I am always looking for ways to minimize costs and maximize the effectiveness that I get out of my tools, so it should be no surprise that when Google’s GDrive was announced I jumped all over it. The reasons were clear: I was a heavy Dropbox user and Google offers double the storage for half the price. Overall, I am pretty happy with the service, though there are some quality of life changes Google could make: for instance, it would be nice if I could control how much bandwidth the GDrive client uses at certain times of day; this is something that I have come to love in CrashPlan.
Still, it is likely that Google will add that functionality to the Mac client at some point in the future. There is one thing that they should fix now: Performance.

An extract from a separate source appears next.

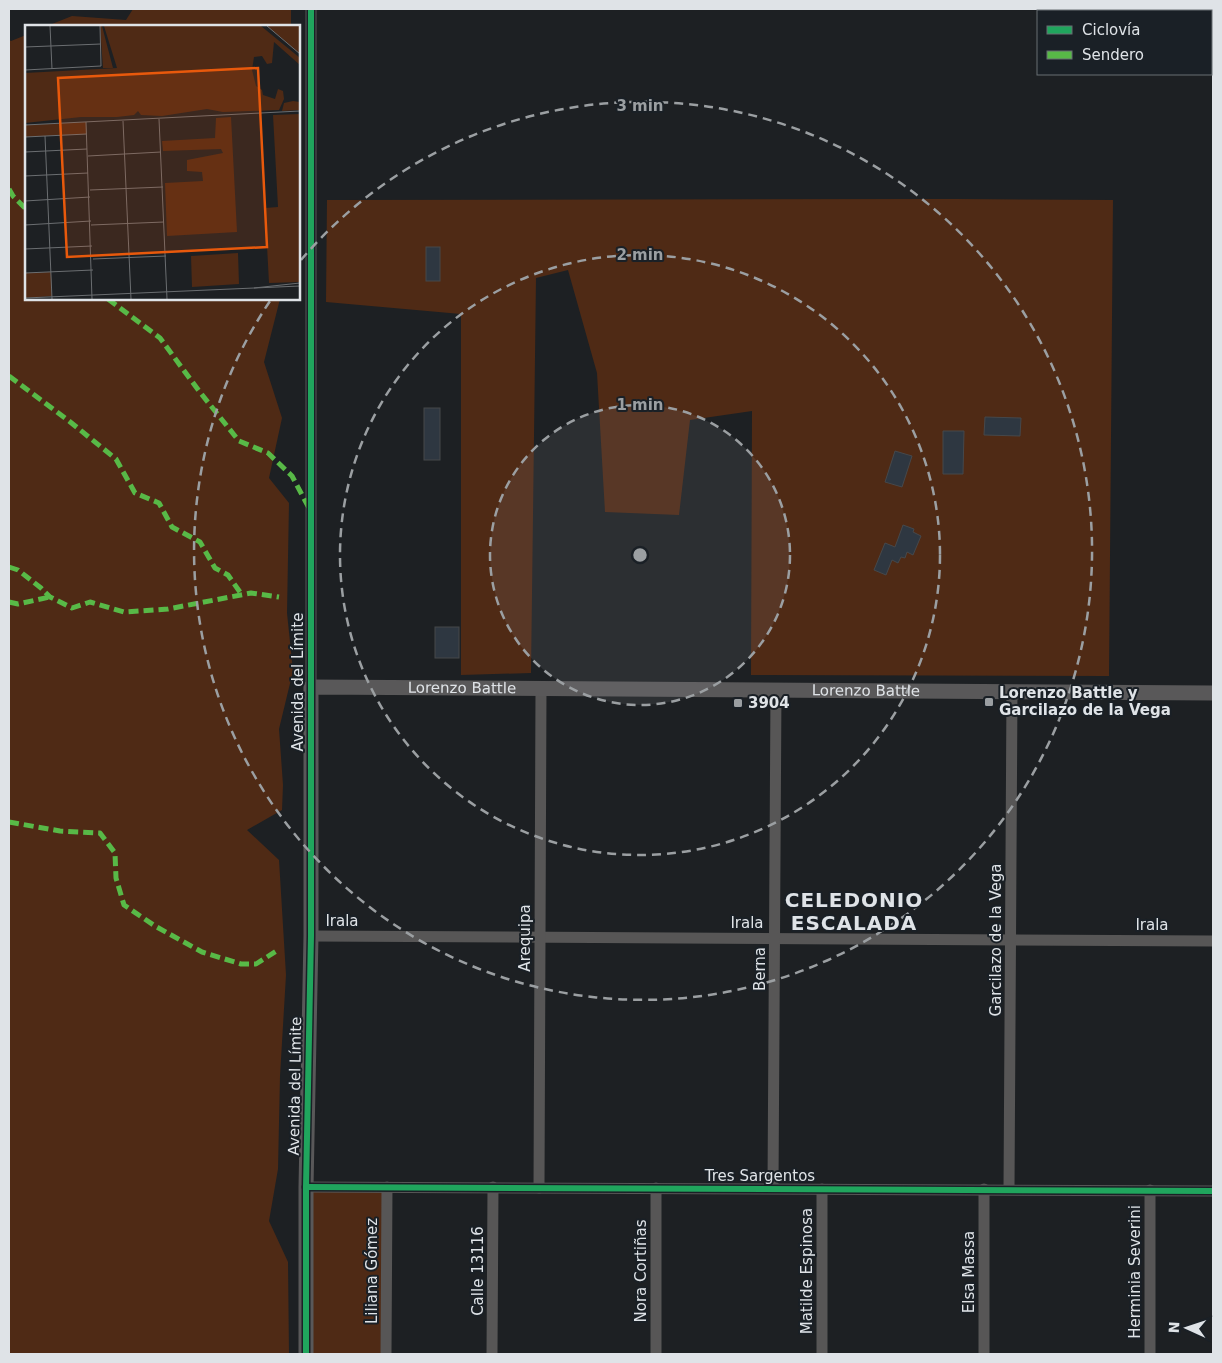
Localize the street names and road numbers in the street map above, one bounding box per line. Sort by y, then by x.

GDrive takes approximately four to five times as much RAM as Dropbox when idle or syncing. In my limited testing on both a 2012 Mac Mini and 2011 Macbook Pro have Dropbox using around 40MB GDrive uses 200+MB. While syncing Dropbox jumps to the high 50’s and low 60’s on my machines. while GDrive gets pretty close to 250.
I did some poking around and it seems that at least part of the GDrive client is written in Python, rather than C++ or Objective-C. This makes a lot of sense from Google’s perspective, since Python can run on Mac OS X, Linux, and Windows. Also, if you know anything about Google’s love for Python you’d know that most Googlers would write a Python script to make a cup coffee. I a am not suggesting that Python is a bad language, so keep the hate mail to yourself. However, this does feel a bit like a case of write once, suck everywhere.
To be clear, this issue is not enough to get me to quit the GDrive just yet, but it does seem like a little more effort could have been put in here.